= Prompt =
Match on the string "read" in the entries below and return every matching line.

= Given data =
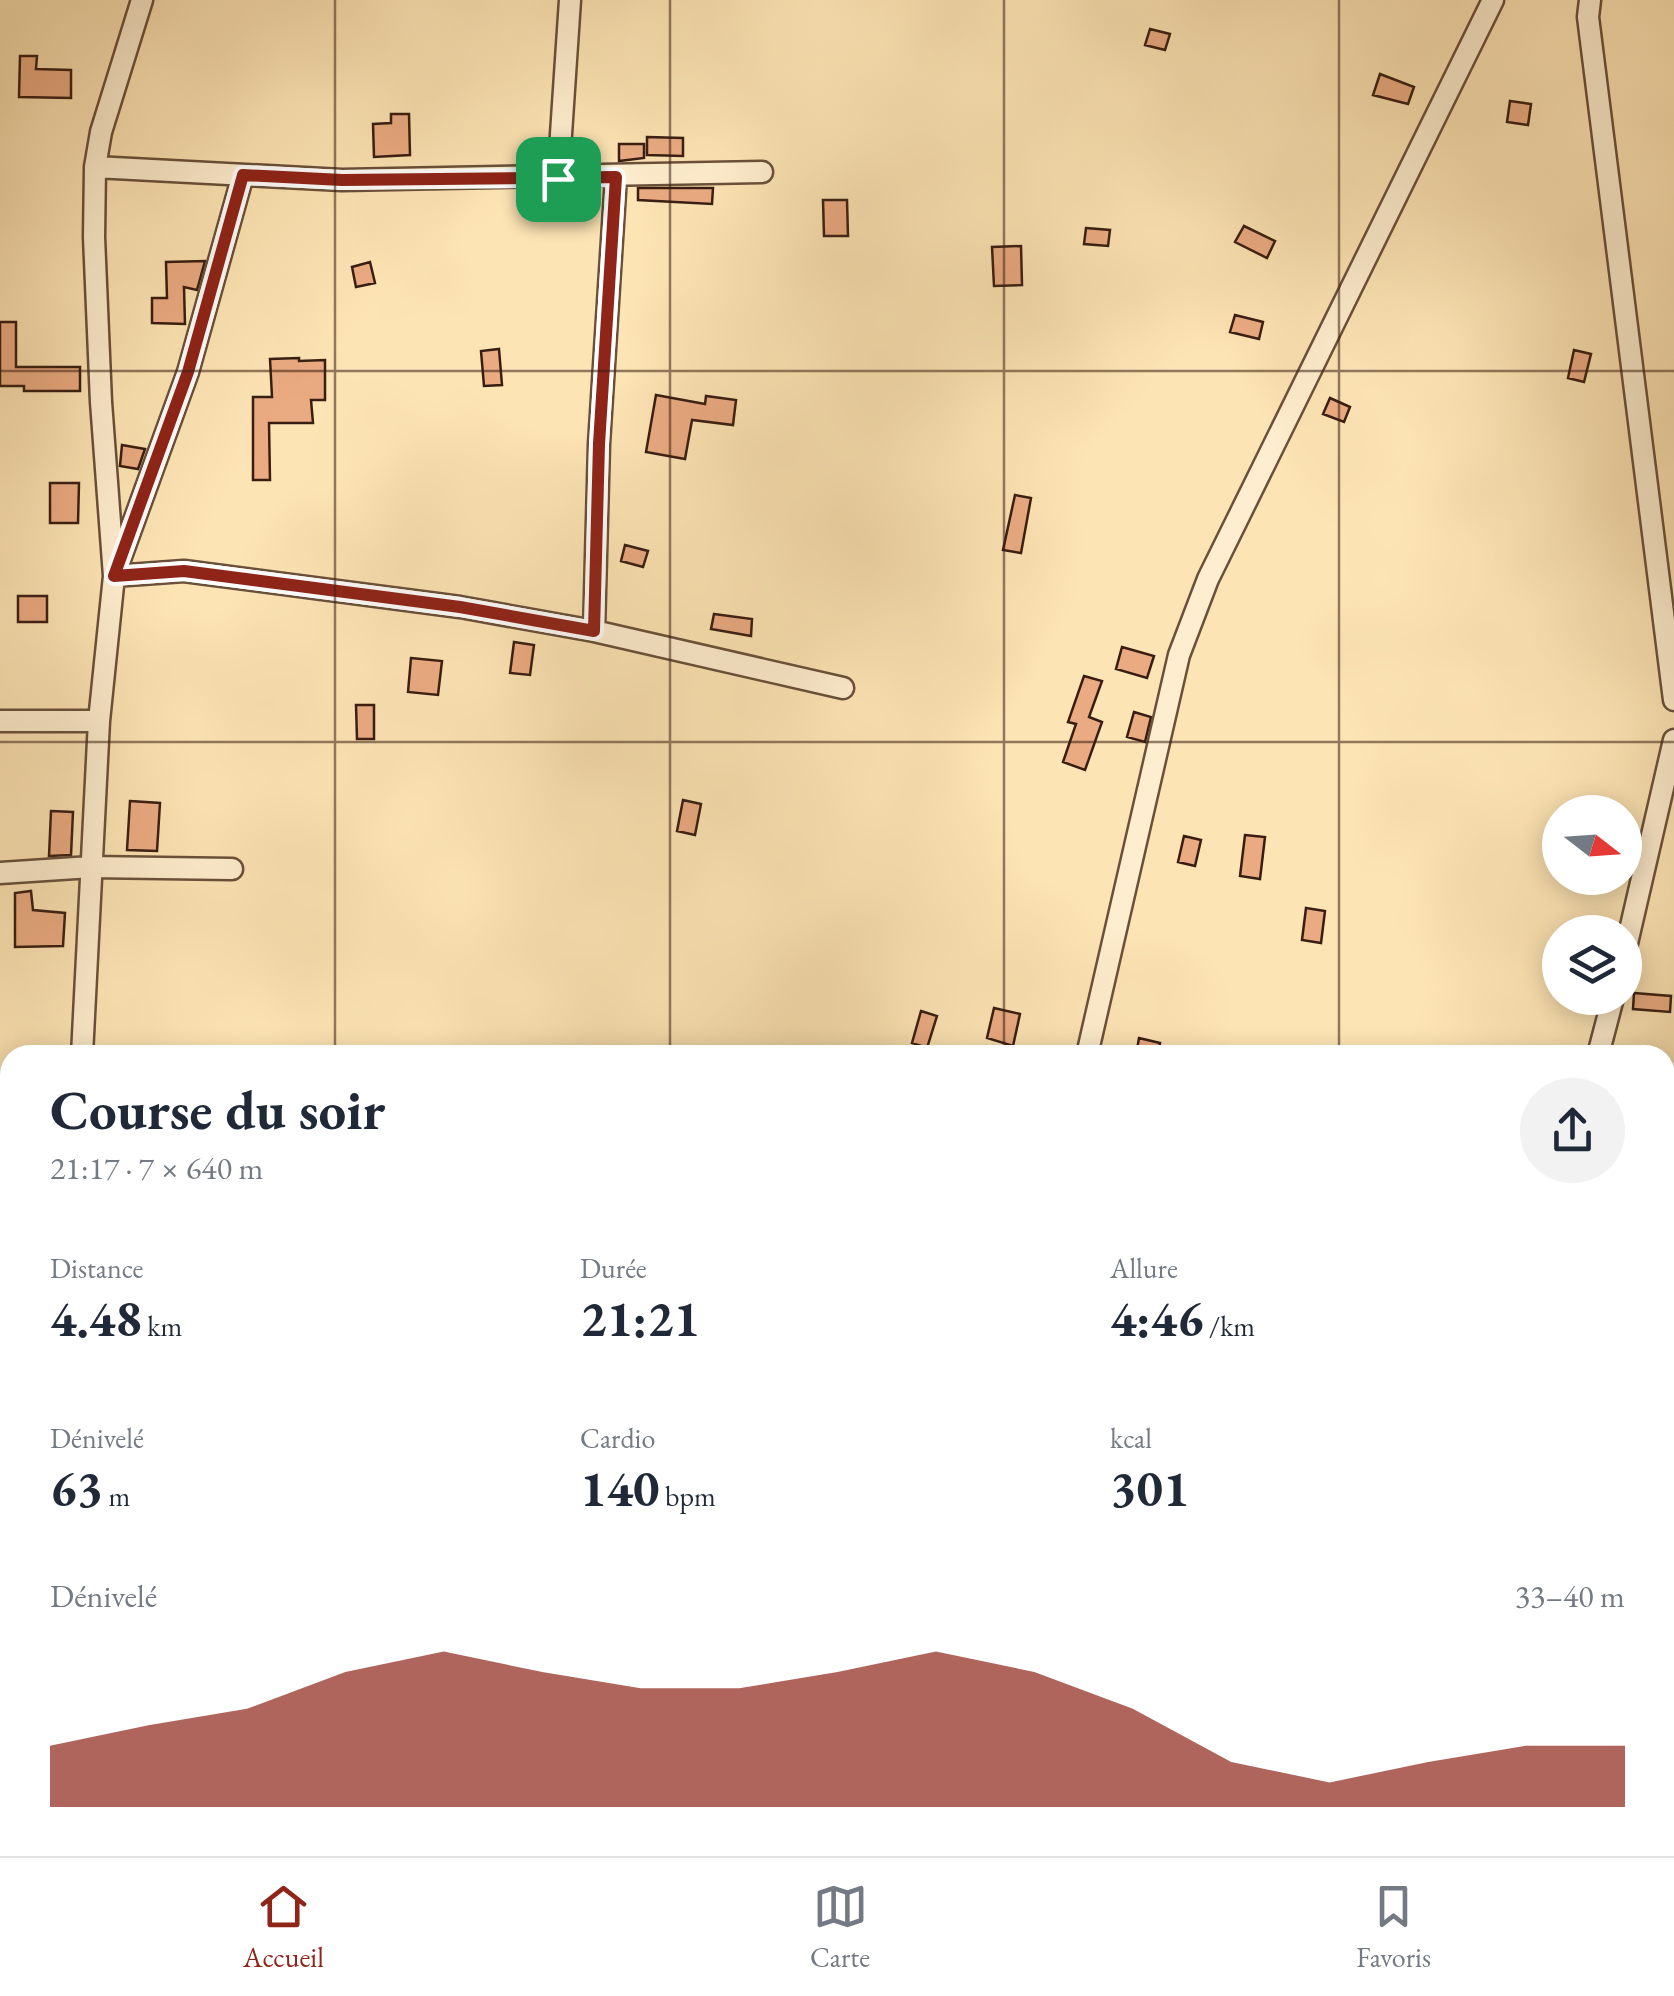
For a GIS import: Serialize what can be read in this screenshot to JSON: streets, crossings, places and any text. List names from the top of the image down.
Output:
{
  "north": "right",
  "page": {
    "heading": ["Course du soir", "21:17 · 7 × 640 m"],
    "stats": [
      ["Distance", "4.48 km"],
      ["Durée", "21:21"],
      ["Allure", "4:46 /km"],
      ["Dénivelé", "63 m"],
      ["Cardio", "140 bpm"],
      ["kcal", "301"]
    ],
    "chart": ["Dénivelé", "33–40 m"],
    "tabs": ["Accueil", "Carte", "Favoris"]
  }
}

---

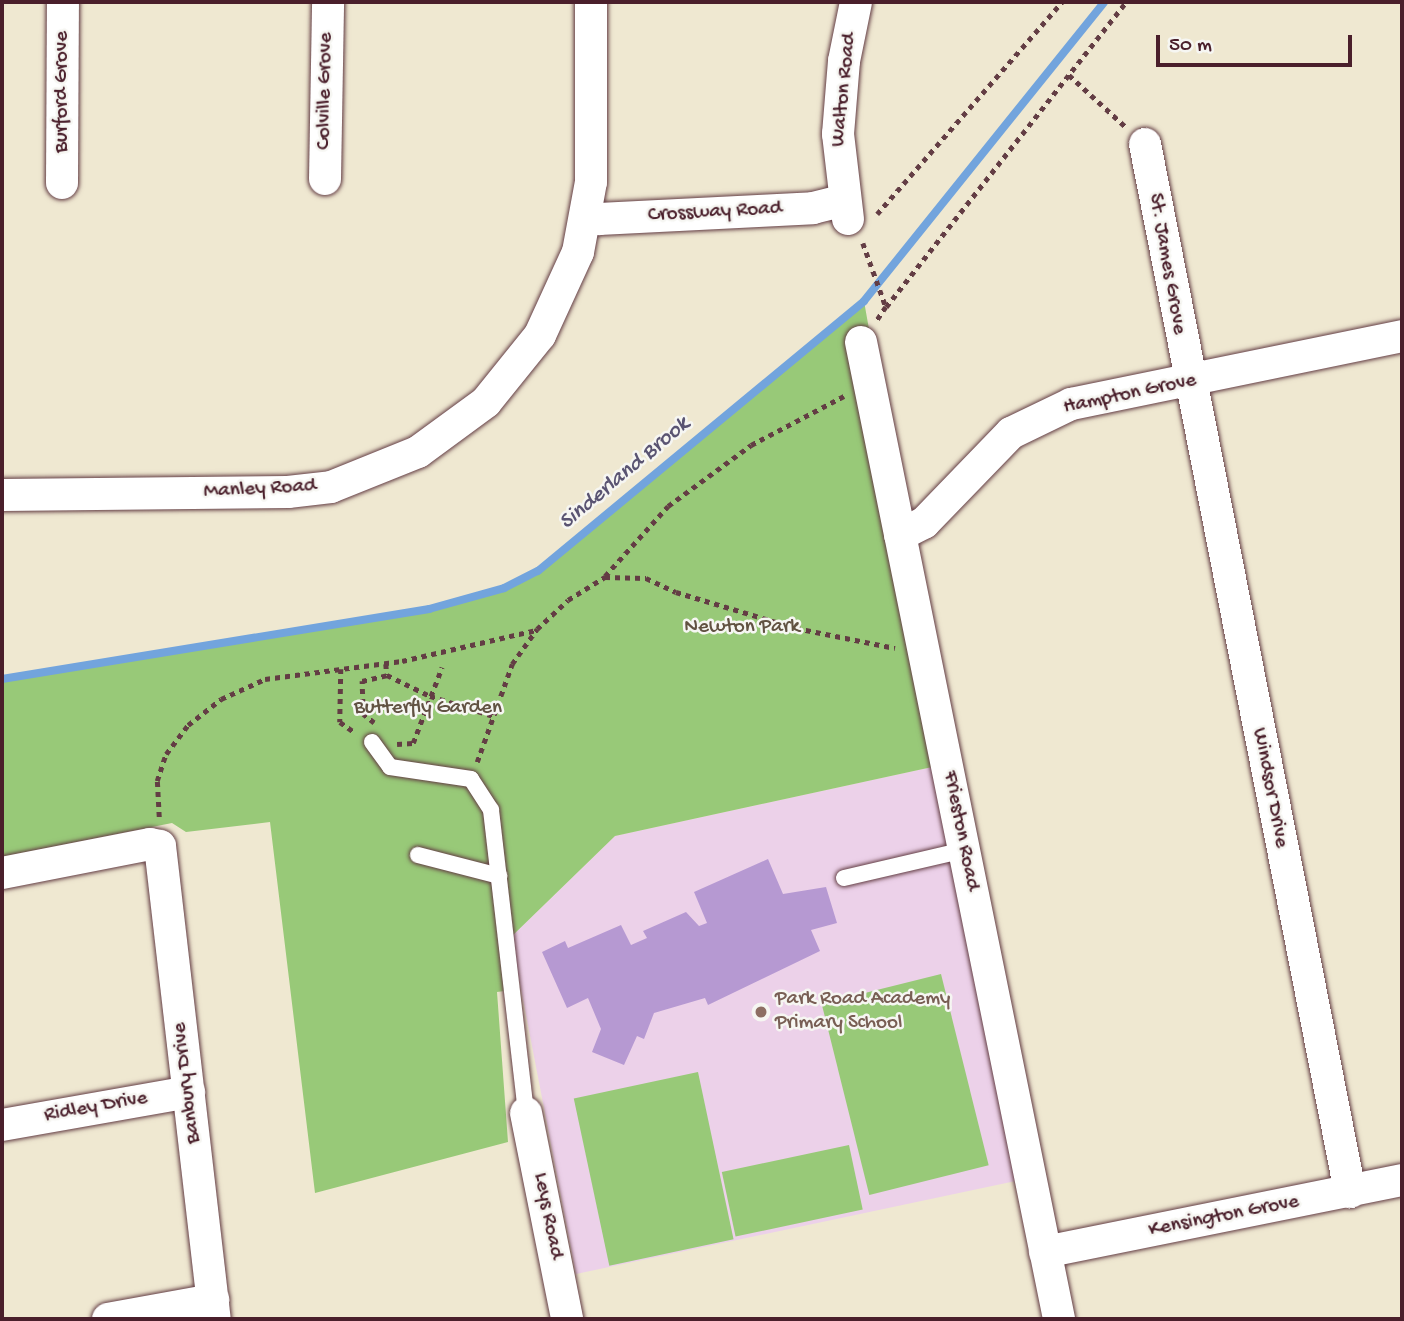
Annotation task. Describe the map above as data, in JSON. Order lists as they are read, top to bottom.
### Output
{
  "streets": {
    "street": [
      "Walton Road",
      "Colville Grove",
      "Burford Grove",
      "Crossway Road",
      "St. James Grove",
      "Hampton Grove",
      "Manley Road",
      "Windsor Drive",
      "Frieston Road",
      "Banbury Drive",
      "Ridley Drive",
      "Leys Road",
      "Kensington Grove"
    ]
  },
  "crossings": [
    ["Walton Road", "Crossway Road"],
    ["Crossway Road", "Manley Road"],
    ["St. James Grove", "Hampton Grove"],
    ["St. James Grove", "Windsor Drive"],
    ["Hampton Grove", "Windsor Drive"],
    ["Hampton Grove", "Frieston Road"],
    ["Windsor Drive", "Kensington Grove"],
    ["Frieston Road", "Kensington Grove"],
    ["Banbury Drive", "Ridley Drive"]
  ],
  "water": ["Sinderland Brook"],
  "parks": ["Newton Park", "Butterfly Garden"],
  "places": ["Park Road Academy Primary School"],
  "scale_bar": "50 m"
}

==

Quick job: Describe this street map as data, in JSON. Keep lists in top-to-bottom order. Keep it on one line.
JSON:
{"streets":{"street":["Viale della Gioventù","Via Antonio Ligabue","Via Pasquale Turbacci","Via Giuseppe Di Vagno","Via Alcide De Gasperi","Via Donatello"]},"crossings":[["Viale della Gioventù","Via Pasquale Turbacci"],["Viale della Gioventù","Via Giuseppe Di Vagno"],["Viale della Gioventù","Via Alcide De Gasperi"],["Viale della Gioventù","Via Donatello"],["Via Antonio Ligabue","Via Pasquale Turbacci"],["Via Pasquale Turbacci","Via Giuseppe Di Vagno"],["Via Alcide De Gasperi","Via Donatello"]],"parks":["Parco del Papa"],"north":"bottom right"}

= Response =
For a GIS import: Serialize what can be read in this screenshot to JSON: streets, crossings, places and any text. List names from the top of the image down.
Annotation task. Describe the map above as data, in JSON. Order lists as they are read, top to bottom.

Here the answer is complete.